Extract precisely the lines of the entries below, from the first line through the line containing "context.lineJoin = 'round';".

** PROVIDED INFORMATION follows **

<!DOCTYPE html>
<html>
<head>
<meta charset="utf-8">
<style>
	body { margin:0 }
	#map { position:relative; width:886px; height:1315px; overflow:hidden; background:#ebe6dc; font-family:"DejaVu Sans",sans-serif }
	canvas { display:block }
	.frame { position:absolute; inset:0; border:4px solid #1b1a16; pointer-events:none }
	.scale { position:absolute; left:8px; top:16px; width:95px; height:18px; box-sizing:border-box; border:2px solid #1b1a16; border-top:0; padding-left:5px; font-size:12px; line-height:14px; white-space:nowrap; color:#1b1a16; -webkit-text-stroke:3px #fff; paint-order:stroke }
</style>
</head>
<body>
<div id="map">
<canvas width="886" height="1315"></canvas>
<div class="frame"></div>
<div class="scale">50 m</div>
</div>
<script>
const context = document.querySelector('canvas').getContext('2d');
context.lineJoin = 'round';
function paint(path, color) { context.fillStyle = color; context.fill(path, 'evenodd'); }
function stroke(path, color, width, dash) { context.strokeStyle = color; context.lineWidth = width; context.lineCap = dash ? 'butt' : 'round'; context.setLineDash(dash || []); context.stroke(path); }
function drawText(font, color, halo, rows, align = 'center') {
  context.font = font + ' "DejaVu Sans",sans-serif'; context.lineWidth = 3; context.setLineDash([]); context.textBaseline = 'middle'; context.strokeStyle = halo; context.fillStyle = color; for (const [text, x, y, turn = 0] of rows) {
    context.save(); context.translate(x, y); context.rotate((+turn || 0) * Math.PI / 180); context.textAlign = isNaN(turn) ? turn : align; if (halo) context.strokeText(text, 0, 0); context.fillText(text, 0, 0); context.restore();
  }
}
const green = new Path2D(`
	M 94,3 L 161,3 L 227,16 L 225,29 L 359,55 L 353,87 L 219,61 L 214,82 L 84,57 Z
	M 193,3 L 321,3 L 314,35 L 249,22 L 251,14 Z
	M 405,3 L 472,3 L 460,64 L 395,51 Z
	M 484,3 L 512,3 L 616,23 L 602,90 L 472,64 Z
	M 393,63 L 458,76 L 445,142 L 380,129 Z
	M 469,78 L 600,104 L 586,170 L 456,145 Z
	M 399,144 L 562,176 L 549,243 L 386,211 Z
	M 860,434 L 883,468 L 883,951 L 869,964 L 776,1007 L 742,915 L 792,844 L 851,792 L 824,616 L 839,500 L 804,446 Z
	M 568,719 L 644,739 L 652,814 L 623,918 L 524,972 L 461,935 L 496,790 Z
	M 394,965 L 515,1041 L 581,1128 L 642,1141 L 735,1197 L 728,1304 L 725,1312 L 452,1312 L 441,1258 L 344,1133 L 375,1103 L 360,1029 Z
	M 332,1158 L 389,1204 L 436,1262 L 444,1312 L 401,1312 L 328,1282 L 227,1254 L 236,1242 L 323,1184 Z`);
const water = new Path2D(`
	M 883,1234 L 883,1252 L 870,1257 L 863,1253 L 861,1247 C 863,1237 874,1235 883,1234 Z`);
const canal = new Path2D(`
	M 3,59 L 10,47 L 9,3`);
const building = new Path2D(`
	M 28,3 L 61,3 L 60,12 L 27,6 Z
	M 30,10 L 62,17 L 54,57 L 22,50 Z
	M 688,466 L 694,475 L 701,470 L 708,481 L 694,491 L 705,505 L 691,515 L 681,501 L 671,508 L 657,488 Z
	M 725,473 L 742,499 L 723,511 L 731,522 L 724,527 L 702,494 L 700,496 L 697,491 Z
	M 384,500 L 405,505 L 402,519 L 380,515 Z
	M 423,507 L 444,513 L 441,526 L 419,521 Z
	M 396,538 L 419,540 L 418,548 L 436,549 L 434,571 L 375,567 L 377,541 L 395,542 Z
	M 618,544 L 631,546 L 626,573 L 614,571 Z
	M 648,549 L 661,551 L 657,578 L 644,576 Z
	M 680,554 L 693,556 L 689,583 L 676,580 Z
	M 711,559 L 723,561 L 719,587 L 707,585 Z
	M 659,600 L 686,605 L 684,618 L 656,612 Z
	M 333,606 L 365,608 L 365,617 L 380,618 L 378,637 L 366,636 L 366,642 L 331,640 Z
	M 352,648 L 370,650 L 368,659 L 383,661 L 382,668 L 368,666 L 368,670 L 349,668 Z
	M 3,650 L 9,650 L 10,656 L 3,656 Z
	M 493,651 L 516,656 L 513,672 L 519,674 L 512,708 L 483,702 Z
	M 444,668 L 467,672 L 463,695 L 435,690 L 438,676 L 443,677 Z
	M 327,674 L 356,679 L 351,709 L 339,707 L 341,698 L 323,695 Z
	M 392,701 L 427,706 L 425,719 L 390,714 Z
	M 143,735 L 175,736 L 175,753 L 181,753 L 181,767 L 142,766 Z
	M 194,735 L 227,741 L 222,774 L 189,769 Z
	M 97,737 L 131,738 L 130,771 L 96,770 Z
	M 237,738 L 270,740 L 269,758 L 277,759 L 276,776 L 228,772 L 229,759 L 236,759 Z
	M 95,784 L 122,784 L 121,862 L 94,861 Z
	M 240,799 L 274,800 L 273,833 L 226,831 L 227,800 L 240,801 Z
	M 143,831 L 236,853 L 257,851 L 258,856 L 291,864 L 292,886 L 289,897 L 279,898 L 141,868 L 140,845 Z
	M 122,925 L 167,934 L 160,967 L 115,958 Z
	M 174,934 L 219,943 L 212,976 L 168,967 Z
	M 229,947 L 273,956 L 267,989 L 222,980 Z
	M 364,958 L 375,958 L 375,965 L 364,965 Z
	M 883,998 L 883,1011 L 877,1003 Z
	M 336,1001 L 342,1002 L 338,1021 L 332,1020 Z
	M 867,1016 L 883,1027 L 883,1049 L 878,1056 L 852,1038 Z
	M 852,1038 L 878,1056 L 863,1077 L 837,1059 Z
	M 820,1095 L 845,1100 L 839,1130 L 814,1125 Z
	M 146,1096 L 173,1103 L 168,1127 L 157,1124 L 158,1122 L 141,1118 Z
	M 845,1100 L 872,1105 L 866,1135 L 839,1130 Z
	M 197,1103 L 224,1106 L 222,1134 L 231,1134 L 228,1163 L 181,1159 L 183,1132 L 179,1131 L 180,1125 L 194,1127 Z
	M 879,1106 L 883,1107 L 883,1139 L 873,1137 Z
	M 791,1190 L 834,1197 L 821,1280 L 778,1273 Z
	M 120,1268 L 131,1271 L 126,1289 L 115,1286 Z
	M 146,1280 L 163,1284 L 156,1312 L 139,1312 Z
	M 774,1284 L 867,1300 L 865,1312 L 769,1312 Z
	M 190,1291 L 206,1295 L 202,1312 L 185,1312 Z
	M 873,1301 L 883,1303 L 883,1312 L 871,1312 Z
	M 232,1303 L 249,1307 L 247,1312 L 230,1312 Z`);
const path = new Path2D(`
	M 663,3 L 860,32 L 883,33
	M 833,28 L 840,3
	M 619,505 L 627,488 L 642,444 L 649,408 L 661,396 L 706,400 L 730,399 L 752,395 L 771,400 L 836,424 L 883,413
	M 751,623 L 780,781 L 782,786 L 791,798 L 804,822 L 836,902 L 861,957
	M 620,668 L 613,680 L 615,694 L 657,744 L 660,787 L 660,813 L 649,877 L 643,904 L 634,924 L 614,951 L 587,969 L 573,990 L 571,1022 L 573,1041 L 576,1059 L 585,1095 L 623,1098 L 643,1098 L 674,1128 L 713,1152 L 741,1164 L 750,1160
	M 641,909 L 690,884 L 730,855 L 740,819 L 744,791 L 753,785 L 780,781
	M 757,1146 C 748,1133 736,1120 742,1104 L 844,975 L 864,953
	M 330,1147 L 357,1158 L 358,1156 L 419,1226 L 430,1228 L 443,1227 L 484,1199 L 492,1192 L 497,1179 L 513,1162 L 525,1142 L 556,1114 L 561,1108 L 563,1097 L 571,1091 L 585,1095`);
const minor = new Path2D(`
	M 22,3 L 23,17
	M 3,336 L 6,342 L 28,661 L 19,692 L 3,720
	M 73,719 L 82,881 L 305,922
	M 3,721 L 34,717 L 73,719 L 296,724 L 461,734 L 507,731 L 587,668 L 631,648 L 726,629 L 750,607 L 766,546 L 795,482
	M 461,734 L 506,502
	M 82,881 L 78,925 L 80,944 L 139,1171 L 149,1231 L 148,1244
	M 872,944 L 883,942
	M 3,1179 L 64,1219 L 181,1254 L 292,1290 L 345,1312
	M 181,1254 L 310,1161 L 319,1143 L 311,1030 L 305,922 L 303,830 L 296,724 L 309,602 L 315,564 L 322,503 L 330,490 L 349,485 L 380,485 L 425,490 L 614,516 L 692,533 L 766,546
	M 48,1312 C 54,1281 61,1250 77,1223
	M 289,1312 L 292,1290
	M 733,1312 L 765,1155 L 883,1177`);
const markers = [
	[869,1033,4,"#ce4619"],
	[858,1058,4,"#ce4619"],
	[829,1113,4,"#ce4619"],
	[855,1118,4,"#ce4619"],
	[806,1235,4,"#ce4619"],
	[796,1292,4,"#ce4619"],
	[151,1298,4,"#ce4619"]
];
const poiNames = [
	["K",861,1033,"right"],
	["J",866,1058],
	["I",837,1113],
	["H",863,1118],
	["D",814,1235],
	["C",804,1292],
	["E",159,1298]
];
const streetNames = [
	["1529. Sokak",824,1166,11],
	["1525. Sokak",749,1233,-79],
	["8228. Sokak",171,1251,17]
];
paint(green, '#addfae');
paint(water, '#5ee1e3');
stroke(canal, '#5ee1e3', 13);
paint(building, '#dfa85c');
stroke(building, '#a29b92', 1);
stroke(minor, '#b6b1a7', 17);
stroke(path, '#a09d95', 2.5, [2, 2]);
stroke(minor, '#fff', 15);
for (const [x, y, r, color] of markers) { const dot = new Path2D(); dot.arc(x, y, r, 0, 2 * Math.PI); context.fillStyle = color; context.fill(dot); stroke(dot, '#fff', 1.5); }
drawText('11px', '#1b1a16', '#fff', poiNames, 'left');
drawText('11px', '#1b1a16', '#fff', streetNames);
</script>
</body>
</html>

** End of PROVIDED INFORMATION **

● RESULT OF THE TASK:
<!DOCTYPE html>
<html>
<head>
<meta charset="utf-8">
<style>
	body { margin:0 }
	#map { position:relative; width:886px; height:1315px; overflow:hidden; background:#ebe6dc; font-family:"DejaVu Sans",sans-serif }
	canvas { display:block }
	.frame { position:absolute; inset:0; border:4px solid #1b1a16; pointer-events:none }
	.scale { position:absolute; left:8px; top:16px; width:95px; height:18px; box-sizing:border-box; border:2px solid #1b1a16; border-top:0; padding-left:5px; font-size:12px; line-height:14px; white-space:nowrap; color:#1b1a16; -webkit-text-stroke:3px #fff; paint-order:stroke }
</style>
</head>
<body>
<div id="map">
<canvas width="886" height="1315"></canvas>
<div class="frame"></div>
<div class="scale">50 m</div>
</div>
<script>
const context = document.querySelector('canvas').getContext('2d');
context.lineJoin = 'round';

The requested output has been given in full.